Die elegischen Gitarrenleads und melodischen Gesangspassagen in der zweiten Hälfte bereiten auf das Wechselspiel vor, das sich in den folgenden Tracks als maßgebliches Gestaltungsmittel des Materials fortsetzt. Der Opener ´Hunt´ dürfte aber tatsächlich das älteste Stück im Aufgebot gewesen sein, denn abgesehen davon, dass es schon im Sommer 2021 als Single erschien, mutet der Rest der Tracks frischer und dynamischer an.
Die Stakkato-Peitsche ´Sunfall´ wirkt wie Soilwork light, und das gar swingende ´Bellflower Drive´ geht unverfroren in Richtung US-Breitwand-Alternative à la Stone Sour. Die im Duett zwischen Frontmann Shawter und einer nicht genannten Dame vorgetragene Ballade ´On the Run´ markiert die einzige wirkliche Überraschung auf "By Night" und tendiert in eine ähnlich melancholische Richtung wie das vorangegangene Stück.
Die B-Seite (so wir von Vinyl sprechen) beginnt nach dem Intro ´Break´ im gleichen Duktus, wie die A-Seite ausklang. Der Sänger lässt das Brüllen bleiben und bewegt sich innerhalb eines elegant zockelnden Rock-Korsetts, das DAGOBA schon in der Vergangenheit hervorragend stand.

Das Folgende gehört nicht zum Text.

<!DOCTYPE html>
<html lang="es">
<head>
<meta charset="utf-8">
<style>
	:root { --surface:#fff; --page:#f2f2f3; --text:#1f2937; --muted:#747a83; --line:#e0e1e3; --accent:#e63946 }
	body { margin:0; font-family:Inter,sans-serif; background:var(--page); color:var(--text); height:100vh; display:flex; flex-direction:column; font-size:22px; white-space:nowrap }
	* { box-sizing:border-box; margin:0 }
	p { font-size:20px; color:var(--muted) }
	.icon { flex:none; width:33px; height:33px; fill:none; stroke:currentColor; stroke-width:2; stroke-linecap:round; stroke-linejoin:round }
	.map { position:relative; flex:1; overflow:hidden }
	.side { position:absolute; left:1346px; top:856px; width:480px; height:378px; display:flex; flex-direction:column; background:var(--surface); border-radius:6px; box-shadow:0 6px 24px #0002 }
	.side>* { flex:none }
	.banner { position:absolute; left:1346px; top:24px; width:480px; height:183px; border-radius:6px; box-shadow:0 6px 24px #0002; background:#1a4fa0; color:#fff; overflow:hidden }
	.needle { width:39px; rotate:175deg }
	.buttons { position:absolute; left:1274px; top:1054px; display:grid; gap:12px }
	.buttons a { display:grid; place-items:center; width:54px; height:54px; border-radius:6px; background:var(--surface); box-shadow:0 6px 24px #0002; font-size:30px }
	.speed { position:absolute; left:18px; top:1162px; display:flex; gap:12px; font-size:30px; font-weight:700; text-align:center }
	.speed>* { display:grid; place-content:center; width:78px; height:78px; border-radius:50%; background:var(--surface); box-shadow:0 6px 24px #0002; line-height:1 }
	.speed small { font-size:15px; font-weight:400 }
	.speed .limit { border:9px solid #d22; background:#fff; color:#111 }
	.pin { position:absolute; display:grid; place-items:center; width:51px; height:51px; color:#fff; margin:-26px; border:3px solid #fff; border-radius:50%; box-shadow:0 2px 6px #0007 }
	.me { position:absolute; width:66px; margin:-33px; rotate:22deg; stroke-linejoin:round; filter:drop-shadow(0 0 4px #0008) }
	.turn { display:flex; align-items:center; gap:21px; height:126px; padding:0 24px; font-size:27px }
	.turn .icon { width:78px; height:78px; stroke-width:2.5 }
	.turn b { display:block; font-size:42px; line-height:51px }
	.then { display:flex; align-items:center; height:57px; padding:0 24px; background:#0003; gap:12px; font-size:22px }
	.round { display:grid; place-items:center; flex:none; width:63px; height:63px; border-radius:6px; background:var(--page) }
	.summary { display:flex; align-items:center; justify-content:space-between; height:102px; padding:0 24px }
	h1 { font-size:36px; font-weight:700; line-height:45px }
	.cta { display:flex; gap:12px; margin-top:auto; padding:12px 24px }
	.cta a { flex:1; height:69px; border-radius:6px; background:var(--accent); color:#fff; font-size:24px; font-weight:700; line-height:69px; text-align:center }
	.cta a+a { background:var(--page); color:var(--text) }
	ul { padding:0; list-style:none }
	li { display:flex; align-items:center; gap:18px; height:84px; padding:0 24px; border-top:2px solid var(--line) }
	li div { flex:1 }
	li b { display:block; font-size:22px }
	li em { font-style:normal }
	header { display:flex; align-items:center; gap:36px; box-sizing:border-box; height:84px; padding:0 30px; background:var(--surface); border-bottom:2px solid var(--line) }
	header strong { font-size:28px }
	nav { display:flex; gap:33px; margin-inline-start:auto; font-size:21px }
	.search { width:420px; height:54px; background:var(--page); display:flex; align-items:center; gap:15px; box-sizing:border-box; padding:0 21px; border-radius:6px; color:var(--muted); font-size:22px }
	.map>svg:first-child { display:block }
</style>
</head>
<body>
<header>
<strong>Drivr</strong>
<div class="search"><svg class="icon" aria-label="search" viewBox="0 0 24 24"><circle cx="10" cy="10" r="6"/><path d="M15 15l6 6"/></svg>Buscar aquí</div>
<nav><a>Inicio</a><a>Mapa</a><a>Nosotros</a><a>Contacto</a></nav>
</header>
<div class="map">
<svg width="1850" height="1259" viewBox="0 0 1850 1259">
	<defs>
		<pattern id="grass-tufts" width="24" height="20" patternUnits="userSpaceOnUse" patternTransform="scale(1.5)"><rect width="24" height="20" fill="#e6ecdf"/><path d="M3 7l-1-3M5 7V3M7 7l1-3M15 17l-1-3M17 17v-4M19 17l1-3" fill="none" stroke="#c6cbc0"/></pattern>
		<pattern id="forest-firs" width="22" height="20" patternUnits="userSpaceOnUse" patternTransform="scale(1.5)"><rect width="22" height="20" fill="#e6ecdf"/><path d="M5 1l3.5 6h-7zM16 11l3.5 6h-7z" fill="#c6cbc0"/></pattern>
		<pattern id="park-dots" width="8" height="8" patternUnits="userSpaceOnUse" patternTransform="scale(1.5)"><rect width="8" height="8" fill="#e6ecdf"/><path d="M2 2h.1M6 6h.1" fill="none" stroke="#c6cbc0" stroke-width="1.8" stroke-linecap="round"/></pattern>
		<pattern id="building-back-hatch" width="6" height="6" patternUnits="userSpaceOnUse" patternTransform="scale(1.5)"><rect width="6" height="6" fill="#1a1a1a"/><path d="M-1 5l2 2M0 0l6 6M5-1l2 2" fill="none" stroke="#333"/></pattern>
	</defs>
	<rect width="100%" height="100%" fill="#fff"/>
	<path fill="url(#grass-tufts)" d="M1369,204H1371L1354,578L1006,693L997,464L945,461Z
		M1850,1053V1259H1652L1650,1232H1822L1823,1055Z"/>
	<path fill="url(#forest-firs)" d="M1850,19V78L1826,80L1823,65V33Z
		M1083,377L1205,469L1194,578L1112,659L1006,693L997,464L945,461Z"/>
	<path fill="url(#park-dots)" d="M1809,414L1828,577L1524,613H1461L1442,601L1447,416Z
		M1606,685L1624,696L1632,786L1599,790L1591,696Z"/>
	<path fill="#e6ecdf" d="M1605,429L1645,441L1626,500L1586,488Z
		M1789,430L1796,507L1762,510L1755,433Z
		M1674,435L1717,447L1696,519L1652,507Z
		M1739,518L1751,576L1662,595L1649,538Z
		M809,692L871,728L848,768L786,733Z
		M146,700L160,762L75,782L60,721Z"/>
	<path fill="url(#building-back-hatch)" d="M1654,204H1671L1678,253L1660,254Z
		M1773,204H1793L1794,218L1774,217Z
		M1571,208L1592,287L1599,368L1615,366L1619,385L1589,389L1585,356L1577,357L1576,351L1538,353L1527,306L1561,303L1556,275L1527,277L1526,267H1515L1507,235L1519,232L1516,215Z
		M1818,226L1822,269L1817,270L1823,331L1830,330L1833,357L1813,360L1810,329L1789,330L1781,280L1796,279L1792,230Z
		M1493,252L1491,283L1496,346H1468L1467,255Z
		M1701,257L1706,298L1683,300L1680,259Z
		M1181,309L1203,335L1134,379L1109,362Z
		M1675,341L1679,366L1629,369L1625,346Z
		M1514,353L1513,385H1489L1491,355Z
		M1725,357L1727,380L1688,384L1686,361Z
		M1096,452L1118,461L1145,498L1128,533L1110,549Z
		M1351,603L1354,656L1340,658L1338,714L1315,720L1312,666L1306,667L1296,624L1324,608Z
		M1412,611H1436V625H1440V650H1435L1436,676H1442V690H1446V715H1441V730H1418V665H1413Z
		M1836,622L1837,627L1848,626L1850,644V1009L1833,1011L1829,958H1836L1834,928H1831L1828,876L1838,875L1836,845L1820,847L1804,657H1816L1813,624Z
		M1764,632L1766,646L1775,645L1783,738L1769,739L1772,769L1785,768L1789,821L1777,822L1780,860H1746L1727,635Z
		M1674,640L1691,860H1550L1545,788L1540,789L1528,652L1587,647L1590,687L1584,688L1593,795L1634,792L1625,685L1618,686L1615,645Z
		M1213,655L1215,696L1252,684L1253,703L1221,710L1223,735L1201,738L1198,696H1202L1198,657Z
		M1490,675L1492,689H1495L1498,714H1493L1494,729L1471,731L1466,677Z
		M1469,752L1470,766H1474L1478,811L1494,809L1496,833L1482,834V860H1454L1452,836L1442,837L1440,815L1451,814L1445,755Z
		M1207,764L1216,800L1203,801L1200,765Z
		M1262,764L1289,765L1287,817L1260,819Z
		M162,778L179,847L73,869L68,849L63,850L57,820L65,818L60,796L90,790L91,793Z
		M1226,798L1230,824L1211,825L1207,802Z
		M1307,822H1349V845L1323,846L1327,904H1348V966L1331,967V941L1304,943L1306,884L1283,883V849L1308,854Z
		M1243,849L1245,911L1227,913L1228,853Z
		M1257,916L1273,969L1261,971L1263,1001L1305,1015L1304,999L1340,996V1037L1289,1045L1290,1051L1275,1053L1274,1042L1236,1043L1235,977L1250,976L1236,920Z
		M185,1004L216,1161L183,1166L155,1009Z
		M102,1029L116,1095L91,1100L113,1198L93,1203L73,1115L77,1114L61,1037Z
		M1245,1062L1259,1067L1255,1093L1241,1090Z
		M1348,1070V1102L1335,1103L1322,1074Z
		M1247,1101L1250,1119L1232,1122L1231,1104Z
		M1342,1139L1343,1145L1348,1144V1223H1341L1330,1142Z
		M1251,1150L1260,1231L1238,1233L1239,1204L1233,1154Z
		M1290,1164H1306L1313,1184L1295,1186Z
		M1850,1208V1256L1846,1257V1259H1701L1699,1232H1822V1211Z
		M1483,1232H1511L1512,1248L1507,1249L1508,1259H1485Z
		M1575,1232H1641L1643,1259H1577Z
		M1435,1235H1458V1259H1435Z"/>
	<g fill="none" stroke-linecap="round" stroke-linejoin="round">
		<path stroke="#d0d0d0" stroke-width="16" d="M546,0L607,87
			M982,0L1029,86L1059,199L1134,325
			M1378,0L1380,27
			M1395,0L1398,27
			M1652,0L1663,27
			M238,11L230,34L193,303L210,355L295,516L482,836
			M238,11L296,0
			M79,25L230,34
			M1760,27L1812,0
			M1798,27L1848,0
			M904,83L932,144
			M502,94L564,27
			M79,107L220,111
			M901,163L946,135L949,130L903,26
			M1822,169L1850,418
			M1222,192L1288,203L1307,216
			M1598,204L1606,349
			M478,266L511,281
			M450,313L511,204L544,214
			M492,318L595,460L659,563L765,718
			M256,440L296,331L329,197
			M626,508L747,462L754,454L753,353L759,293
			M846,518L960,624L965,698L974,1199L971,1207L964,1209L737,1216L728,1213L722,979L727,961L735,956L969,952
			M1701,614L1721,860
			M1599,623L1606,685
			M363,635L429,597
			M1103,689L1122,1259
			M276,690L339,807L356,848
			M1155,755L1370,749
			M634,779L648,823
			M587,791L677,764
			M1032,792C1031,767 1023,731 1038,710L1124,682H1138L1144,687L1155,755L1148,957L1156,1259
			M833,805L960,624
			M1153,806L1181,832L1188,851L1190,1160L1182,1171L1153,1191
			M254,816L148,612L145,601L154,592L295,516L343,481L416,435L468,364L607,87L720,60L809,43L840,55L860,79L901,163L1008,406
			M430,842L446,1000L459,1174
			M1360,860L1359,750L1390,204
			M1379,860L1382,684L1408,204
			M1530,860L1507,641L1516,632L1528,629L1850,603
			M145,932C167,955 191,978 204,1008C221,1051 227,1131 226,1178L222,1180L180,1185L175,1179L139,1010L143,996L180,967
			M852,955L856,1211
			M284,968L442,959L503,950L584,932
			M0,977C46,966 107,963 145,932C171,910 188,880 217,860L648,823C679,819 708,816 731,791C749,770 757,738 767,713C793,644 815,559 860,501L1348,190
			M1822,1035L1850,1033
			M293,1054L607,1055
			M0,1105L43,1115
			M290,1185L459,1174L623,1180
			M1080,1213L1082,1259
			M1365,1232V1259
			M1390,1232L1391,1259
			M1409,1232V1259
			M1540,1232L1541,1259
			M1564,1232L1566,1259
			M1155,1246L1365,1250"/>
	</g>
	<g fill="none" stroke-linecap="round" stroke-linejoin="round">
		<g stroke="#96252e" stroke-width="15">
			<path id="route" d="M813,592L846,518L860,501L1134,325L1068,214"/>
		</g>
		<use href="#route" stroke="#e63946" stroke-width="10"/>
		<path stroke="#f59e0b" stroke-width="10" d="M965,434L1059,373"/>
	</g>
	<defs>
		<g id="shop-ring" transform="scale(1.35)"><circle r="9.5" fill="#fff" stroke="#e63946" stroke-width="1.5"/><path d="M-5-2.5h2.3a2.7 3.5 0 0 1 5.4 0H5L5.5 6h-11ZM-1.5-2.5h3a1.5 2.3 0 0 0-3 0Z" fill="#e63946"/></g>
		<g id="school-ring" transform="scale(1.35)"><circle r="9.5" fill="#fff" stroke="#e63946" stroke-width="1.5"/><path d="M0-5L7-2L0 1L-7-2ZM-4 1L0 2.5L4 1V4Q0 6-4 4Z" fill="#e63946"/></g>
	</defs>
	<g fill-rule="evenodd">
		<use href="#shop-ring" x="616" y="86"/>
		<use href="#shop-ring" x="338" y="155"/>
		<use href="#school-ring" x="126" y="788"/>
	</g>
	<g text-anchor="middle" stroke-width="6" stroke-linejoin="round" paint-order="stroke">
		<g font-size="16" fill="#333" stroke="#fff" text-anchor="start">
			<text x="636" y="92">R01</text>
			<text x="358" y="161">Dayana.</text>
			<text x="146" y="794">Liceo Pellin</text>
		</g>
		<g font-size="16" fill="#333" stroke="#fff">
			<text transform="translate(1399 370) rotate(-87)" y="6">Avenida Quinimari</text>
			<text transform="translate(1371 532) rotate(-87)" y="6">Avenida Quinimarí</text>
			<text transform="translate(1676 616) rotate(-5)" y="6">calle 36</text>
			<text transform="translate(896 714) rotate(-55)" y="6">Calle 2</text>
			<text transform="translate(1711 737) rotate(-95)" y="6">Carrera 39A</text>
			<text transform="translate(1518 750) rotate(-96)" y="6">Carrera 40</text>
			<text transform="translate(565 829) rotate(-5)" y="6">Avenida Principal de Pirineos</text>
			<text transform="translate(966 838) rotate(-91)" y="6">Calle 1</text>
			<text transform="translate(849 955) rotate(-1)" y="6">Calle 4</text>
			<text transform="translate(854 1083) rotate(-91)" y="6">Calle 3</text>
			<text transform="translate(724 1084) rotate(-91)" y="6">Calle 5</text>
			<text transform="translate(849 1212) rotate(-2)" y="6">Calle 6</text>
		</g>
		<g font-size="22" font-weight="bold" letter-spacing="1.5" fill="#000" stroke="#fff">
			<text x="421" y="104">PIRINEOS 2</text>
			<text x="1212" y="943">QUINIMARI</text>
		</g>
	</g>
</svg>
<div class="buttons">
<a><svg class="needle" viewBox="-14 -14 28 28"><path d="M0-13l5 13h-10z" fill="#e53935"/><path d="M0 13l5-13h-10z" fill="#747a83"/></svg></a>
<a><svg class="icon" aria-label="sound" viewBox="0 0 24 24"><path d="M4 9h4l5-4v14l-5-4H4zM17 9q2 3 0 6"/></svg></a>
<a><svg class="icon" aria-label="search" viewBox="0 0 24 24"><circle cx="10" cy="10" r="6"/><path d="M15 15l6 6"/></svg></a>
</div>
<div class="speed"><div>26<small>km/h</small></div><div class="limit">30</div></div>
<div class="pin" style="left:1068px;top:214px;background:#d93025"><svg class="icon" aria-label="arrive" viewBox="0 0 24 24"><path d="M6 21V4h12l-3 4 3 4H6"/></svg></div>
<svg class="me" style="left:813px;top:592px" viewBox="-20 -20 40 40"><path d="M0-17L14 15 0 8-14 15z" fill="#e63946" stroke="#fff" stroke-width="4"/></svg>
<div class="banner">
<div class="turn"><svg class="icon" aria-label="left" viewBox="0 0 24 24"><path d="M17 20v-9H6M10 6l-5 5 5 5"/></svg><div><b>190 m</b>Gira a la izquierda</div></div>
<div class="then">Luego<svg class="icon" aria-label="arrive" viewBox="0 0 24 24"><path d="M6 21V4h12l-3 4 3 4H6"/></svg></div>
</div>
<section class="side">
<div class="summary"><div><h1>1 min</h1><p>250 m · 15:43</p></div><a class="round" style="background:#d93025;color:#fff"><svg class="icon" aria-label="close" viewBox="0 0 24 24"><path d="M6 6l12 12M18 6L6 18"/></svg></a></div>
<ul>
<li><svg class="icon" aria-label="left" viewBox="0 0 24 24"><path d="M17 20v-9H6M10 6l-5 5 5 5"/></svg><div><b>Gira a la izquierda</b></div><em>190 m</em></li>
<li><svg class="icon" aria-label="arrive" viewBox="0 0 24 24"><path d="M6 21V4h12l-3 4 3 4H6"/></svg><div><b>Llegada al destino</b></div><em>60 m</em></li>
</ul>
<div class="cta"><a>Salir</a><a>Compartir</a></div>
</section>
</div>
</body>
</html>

Anschließend verläuft die Dynamikkurve praktisch zu den ersten fünf Liedern gespiegelt weiter: Die Band verfällt abermals satten Kopfnicker-Riffs mit derben Vocals und elegischen Kerversen, wobei man als Fan keine neuen Einsichten mehr gewinnt, aber auch nicht enttäuscht wird; gerade ´Summer´s End´ plättet kurz vor Schluss noch einmal richtig eindrucksvoll.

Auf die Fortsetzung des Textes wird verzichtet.